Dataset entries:
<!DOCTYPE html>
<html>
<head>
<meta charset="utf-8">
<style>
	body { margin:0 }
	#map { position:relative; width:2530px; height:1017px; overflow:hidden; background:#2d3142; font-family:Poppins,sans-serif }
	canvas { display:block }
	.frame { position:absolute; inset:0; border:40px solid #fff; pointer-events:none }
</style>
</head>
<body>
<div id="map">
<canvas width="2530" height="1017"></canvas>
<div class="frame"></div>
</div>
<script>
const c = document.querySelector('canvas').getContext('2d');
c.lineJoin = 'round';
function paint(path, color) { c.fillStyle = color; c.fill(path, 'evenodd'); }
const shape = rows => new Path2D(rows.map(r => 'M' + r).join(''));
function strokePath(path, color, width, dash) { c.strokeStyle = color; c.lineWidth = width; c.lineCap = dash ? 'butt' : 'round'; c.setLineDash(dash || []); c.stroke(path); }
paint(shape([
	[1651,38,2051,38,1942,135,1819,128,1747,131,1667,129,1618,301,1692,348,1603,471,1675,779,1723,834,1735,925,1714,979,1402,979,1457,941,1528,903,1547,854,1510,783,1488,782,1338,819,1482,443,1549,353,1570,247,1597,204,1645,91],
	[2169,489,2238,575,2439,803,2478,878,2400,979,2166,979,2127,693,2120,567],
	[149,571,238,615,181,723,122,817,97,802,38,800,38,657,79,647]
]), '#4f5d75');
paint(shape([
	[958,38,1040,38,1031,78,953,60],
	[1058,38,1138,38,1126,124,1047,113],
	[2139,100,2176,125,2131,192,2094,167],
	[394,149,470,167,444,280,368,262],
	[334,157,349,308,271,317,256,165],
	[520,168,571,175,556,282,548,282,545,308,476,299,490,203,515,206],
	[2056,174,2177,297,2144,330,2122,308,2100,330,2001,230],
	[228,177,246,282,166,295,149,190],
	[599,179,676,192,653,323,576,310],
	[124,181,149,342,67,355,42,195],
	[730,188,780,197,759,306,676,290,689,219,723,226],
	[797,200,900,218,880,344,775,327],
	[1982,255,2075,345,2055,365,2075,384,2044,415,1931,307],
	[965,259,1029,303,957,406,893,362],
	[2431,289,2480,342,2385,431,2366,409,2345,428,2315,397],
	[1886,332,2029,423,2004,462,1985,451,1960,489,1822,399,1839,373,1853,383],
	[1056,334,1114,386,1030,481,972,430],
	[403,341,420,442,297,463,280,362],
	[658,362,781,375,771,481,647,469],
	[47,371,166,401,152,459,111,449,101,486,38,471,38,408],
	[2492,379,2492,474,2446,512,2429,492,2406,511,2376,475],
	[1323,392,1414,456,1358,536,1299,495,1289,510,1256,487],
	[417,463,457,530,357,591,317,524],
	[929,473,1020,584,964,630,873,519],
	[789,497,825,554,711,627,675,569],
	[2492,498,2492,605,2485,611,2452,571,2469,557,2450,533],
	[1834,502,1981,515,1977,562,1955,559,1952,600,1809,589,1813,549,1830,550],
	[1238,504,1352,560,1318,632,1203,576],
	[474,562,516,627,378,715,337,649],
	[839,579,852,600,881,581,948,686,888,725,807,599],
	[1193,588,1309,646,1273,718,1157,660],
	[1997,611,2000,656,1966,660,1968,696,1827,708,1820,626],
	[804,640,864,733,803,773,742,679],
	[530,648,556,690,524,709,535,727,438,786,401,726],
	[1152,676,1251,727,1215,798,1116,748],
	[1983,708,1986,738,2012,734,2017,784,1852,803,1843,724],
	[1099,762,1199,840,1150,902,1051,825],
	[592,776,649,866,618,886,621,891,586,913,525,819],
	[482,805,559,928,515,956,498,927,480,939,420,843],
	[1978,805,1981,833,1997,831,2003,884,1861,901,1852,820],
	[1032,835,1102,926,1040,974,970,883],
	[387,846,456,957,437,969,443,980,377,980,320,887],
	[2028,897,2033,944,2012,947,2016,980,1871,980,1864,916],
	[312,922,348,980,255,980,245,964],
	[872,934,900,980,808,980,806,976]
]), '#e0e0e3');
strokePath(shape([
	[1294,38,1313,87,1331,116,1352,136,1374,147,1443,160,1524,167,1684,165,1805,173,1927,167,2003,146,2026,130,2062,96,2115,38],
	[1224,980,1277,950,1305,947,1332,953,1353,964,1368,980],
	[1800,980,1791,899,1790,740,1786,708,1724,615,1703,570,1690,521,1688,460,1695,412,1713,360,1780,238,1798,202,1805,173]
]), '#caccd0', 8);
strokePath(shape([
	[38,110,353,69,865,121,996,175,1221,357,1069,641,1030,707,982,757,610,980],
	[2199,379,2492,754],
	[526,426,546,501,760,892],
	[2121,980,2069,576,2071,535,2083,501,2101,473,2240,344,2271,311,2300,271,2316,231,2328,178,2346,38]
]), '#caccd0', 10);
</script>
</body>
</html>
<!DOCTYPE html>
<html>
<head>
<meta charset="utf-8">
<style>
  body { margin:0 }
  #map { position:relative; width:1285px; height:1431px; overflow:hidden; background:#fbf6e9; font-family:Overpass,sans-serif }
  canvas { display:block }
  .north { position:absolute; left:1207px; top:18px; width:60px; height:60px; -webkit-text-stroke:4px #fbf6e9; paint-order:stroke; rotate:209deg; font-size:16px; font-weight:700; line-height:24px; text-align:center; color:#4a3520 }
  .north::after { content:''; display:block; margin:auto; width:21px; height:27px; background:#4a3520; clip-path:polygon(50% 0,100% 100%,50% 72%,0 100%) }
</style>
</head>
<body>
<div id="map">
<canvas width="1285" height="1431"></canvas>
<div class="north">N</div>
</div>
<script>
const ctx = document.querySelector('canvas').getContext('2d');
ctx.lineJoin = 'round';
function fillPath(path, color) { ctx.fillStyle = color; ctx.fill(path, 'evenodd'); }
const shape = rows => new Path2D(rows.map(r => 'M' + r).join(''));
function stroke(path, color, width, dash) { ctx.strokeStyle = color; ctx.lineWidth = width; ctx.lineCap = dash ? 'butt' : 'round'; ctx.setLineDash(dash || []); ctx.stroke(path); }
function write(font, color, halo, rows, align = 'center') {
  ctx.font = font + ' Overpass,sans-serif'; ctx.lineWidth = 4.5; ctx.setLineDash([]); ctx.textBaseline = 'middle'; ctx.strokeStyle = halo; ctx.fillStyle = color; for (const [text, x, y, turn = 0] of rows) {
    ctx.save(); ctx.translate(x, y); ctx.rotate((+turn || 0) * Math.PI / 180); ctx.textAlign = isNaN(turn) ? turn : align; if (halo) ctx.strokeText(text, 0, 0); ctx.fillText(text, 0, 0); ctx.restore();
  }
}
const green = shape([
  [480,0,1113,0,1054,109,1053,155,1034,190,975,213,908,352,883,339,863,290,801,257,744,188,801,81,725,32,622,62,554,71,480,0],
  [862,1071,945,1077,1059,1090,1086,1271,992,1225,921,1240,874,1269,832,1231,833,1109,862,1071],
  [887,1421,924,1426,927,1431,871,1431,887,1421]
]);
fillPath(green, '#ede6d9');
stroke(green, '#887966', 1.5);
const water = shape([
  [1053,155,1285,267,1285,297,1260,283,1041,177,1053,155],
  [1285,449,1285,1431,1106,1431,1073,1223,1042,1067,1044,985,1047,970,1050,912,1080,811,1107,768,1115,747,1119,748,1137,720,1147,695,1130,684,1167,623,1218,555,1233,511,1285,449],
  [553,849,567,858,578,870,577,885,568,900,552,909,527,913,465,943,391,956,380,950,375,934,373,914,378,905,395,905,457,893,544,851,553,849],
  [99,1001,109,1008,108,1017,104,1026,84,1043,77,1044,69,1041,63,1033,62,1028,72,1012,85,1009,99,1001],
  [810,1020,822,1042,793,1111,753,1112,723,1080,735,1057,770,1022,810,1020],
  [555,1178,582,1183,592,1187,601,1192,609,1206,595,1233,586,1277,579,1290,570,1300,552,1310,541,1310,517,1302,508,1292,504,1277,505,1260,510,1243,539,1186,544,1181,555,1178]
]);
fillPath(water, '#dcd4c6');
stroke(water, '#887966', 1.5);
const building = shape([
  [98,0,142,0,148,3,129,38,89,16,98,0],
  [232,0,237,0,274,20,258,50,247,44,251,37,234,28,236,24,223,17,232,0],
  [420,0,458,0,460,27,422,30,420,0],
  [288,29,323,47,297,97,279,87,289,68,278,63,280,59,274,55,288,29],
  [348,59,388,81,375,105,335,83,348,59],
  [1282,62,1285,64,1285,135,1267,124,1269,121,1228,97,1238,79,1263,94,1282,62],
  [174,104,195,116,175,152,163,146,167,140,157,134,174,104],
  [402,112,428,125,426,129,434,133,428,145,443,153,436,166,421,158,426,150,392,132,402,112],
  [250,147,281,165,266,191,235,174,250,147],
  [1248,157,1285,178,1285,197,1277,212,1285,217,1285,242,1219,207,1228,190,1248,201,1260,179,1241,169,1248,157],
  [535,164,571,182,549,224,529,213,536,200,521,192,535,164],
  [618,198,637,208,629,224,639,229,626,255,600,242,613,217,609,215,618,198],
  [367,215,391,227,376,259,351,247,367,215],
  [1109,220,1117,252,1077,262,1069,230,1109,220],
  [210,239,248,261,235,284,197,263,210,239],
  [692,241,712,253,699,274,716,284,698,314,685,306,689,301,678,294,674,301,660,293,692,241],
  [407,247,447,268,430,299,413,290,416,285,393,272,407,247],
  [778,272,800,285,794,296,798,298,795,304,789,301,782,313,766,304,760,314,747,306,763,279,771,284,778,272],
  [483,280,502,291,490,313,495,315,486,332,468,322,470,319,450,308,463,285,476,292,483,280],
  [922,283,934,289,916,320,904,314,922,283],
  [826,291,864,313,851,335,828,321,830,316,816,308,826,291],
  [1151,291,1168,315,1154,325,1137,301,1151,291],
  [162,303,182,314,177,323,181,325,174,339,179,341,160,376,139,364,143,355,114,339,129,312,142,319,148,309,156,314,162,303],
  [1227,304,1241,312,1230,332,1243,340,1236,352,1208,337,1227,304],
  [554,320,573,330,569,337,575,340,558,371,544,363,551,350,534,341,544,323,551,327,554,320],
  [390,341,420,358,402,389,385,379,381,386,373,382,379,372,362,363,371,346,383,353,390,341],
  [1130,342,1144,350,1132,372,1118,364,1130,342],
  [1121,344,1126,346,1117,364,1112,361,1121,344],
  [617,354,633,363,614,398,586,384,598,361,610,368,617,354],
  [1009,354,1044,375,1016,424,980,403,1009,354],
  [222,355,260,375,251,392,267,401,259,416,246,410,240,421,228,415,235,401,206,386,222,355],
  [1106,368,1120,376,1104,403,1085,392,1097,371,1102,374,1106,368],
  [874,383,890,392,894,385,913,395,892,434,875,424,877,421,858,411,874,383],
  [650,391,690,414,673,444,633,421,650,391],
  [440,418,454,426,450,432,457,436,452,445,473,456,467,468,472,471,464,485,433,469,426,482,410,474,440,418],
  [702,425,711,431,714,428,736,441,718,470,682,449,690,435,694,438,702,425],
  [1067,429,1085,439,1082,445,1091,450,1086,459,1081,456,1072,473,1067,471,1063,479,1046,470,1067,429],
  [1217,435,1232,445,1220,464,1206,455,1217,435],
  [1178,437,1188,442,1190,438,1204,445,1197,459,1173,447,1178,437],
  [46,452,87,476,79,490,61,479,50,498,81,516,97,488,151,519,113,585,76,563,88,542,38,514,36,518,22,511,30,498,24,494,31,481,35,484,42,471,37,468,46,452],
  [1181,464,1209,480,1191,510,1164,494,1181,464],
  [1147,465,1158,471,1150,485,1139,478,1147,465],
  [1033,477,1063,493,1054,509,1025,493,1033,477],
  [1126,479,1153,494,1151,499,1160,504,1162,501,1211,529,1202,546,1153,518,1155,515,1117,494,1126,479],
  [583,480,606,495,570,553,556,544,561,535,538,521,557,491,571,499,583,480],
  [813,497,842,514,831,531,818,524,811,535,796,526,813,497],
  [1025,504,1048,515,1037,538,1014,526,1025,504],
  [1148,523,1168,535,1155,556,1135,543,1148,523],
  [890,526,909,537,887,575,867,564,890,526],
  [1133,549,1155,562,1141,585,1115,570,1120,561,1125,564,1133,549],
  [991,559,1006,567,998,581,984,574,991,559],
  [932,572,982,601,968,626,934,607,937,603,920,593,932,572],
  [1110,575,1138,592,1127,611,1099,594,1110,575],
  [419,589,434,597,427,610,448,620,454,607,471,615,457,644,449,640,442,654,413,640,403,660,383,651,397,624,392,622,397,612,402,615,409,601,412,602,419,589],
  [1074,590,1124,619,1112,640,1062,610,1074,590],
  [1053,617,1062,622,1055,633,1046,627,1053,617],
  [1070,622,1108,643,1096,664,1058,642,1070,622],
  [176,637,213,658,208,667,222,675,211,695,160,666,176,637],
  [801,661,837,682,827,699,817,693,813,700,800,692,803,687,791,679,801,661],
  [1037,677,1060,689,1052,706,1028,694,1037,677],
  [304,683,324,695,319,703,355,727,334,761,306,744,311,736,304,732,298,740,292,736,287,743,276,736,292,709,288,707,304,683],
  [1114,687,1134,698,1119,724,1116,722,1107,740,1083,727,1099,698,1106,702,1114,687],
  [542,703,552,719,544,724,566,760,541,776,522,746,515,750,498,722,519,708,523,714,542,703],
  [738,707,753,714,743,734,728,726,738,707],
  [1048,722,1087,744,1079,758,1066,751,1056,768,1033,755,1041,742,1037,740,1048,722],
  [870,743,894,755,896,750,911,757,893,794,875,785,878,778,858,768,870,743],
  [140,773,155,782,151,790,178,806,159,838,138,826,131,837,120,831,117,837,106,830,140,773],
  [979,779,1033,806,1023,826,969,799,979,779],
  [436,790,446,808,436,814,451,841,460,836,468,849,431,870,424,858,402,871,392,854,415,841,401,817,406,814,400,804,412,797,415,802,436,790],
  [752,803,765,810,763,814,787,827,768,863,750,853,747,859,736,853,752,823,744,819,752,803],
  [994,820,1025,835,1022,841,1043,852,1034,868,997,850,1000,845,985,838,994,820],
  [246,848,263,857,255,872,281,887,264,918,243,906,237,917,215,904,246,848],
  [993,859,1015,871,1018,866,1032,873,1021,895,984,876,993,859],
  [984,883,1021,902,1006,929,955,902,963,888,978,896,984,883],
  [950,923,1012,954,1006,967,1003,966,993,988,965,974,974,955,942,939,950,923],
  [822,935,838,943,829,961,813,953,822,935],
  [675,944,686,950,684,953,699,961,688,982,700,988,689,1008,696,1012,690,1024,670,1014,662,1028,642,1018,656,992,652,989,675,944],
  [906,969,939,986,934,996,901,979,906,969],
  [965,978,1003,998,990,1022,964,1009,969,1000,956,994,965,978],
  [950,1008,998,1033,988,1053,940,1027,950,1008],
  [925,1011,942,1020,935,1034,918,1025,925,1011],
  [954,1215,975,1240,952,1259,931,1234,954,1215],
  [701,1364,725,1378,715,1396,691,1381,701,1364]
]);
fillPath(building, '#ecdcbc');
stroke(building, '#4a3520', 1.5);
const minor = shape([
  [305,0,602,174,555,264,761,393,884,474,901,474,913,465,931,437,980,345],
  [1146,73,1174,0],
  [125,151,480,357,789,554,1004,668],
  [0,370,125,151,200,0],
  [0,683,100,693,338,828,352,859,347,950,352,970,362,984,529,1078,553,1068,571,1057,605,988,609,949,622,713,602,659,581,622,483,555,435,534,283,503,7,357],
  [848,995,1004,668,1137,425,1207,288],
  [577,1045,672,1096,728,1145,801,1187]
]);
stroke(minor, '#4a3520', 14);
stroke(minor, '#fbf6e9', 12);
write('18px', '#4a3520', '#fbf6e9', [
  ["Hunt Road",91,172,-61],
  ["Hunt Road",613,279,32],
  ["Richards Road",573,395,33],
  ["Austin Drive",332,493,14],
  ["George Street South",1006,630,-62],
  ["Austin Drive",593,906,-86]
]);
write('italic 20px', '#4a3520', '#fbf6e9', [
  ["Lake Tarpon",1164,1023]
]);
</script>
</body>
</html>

» Task goal
Copy out each line of the records where the string "fillStyle" appears.

» Exercise solution
function paint(path, color) { c.fillStyle = color; c.fill(path, 'evenodd'); }
function fillPath(path, color) { ctx.fillStyle = color; ctx.fill(path, 'evenodd'); }
  ctx.font = font + ' Overpass,sans-serif'; ctx.lineWidth = 4.5; ctx.setLineDash([]); ctx.textBaseline = 'middle'; ctx.strokeStyle = halo; ctx.fillStyle = color; for (const [text, x, y, turn = 0] of rows) {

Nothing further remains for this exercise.